That would break every single module that is compliant with flask 3.x and imports it with `import flask`. This simply isn't justified by the "benefit" of some old packages not having to change a single line of code.
Yes, maybe in hindsight it would have been beneficial to put the major version of some packages (flask is far from the only one) directly into the package name, as a workaround for pythons inability to deal with multiple versions of the same module under the same name in one environment. But python works as it does, `import flask` is how god-knows how many projects use it, so that's how the show runs, period.
If some package requires a certain version, it can pin that version in its `setup.py`. If a project requires a certain version it can pin that version in it's `requirements.txt`. If an environment requires a certain version, the admin can create a virtualenv.
As Rich Hickey argues in the talk I referenced, semver and version pinning is a problem not a solution. I’ve written lots of code using only stable dependencies that are stable over the span of decades, and it’s just a much nicer ecosystem to be able to rely on.
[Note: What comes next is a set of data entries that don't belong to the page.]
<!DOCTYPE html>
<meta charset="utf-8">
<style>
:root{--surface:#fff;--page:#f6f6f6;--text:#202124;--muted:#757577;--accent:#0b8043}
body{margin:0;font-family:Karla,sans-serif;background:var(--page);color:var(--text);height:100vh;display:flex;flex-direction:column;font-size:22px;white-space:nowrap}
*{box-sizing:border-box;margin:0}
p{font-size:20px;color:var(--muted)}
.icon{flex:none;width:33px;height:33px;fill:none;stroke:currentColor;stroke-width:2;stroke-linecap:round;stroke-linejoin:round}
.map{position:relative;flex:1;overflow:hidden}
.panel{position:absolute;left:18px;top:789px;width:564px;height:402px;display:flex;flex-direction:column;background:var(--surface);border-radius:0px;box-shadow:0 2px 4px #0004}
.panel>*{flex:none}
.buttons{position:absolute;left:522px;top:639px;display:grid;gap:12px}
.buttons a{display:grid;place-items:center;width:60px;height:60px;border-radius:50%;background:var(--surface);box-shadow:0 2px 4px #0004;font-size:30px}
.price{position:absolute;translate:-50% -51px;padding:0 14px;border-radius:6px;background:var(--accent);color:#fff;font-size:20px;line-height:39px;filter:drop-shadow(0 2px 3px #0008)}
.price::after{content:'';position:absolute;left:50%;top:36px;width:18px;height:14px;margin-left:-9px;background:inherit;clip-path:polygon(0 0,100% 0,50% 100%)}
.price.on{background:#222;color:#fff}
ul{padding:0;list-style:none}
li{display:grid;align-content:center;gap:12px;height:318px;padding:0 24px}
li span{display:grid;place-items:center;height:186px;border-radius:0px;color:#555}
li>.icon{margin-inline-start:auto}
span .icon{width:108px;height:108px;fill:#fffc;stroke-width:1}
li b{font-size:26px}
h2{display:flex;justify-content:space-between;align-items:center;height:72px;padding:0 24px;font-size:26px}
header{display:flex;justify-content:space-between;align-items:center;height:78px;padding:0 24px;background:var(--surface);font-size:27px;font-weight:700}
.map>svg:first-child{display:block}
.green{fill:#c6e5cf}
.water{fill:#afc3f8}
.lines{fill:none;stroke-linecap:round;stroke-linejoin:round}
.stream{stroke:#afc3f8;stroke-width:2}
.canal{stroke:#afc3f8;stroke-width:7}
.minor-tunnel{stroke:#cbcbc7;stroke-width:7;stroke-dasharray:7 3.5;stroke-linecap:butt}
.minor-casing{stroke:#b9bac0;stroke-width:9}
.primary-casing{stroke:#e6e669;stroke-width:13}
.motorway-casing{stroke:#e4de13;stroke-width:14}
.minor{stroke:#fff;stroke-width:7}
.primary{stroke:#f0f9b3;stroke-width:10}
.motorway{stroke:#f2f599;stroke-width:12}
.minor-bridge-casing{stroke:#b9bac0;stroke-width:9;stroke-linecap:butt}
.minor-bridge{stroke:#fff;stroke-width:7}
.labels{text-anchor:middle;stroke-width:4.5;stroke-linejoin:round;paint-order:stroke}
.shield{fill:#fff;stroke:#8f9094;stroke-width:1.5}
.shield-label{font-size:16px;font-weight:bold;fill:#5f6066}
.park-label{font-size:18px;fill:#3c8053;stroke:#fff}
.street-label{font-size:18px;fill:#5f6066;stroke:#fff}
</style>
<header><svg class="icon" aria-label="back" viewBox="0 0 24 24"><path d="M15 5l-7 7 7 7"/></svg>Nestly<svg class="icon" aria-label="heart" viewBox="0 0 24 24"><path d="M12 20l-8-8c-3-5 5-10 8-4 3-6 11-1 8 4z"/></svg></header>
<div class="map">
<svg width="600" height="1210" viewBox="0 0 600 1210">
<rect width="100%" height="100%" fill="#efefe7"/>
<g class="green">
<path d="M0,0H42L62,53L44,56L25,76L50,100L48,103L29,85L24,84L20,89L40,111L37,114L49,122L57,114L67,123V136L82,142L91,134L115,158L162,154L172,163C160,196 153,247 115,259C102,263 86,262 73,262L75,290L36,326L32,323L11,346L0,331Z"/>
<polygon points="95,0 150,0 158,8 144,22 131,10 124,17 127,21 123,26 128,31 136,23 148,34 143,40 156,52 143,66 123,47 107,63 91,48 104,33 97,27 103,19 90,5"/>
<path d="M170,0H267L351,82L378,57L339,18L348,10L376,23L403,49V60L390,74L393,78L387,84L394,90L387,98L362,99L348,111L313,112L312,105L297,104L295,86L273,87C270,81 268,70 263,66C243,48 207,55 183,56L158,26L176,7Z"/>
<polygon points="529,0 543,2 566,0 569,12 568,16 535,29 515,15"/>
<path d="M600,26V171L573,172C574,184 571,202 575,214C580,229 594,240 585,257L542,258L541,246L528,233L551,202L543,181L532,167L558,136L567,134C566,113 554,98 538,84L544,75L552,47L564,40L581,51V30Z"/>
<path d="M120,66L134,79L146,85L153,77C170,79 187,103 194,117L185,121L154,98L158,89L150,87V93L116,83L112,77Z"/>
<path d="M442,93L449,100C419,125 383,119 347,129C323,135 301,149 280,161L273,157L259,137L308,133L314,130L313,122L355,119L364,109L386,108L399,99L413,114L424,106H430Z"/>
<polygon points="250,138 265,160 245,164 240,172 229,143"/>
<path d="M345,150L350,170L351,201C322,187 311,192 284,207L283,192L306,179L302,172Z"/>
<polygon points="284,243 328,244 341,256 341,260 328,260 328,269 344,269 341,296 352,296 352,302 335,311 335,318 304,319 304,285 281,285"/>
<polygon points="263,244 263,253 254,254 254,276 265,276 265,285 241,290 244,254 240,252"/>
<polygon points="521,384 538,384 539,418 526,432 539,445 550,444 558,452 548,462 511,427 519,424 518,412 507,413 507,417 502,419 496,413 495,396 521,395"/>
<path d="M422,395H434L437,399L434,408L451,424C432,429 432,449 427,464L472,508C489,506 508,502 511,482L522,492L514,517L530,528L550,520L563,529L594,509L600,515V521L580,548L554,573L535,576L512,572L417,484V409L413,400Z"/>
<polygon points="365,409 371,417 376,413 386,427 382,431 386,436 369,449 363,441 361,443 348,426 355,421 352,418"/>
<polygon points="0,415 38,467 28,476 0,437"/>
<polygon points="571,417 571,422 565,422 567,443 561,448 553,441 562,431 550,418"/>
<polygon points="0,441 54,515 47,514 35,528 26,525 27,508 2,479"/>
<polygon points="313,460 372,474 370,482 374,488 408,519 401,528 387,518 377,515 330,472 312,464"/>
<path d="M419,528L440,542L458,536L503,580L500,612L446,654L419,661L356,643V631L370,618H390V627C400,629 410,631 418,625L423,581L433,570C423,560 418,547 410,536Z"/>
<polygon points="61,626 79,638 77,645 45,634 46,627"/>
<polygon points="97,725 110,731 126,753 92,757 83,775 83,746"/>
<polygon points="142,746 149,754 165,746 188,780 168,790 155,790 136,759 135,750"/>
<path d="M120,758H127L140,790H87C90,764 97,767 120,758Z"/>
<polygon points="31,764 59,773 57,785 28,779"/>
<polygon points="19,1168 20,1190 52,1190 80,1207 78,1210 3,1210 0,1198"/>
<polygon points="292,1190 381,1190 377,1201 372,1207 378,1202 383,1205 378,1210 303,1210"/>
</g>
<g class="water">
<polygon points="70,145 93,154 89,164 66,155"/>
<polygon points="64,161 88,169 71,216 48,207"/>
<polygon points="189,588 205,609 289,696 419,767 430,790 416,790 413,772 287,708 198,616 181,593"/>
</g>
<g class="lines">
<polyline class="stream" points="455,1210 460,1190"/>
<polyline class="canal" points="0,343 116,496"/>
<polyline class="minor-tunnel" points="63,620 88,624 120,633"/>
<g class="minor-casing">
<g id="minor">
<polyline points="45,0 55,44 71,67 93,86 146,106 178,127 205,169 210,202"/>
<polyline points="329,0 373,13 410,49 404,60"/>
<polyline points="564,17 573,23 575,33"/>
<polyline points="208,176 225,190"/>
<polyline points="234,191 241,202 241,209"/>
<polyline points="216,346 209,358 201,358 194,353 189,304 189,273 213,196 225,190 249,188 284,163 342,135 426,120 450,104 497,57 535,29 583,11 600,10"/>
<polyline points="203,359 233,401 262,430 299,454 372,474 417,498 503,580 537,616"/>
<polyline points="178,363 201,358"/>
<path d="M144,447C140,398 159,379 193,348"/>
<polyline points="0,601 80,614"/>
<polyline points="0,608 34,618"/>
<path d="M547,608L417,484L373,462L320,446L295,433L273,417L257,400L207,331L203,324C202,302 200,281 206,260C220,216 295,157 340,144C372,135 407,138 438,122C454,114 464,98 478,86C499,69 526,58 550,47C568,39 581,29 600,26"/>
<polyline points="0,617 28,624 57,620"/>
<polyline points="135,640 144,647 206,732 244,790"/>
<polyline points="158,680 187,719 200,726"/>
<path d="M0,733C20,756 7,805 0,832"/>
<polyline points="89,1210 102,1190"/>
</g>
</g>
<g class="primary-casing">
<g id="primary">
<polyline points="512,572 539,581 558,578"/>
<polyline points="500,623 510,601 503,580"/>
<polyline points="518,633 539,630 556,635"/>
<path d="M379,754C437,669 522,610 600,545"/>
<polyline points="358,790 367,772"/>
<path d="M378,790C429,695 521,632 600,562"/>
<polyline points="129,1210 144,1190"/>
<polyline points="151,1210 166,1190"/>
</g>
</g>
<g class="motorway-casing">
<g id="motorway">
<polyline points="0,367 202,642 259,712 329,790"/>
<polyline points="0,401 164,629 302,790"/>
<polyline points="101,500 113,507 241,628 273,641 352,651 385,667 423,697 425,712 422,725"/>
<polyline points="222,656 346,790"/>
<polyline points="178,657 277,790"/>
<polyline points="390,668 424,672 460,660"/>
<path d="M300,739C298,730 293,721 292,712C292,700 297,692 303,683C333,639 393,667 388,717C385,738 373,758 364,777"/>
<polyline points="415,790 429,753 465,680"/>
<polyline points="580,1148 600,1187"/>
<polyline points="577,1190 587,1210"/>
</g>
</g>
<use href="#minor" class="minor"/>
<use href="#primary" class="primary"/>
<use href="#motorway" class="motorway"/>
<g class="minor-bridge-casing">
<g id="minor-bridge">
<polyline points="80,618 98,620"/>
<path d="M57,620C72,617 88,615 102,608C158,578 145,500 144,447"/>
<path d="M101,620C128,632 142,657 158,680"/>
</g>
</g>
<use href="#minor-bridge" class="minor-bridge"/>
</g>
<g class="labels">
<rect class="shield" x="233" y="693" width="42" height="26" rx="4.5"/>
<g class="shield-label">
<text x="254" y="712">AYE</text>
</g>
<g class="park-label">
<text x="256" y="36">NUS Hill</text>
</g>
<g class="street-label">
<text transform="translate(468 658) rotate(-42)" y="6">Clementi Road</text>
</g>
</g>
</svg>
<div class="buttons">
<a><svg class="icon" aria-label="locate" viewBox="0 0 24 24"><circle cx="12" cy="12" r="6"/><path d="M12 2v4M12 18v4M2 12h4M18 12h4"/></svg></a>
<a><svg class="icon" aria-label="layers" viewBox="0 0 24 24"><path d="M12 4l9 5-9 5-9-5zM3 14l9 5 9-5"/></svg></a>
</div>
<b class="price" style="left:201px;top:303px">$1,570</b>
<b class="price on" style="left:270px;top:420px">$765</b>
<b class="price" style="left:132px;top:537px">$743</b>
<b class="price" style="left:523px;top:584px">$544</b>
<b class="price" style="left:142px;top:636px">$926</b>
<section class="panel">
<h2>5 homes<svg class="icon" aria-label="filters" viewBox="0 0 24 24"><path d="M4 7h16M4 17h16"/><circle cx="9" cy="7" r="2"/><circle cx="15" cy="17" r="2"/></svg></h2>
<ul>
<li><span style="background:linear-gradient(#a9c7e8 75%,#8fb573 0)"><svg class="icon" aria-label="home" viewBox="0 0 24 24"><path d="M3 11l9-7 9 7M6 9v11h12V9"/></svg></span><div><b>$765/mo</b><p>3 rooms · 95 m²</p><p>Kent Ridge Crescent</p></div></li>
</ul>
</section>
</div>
> semver and version pinning is a problem not a solution
Almost every practice in software development is a compromise that wouldn't be necessary if some decision in the past were different.
I think I agreed with you somewhere in this thread, that version-names (flask1, flask2, ...) are a better solution than major versions.
However, `flask` as an import name isn't going to go away. That is simply a reality and we have to work with it, because alot of projects rely on this. The same is true for tens of thousands of important software packages all over the OSS landscape.
So we can argue all day and then some over "what if"s...it won't change the status quo that exists, and in that state, semver is a good compromise that solves way more problems than it introduces.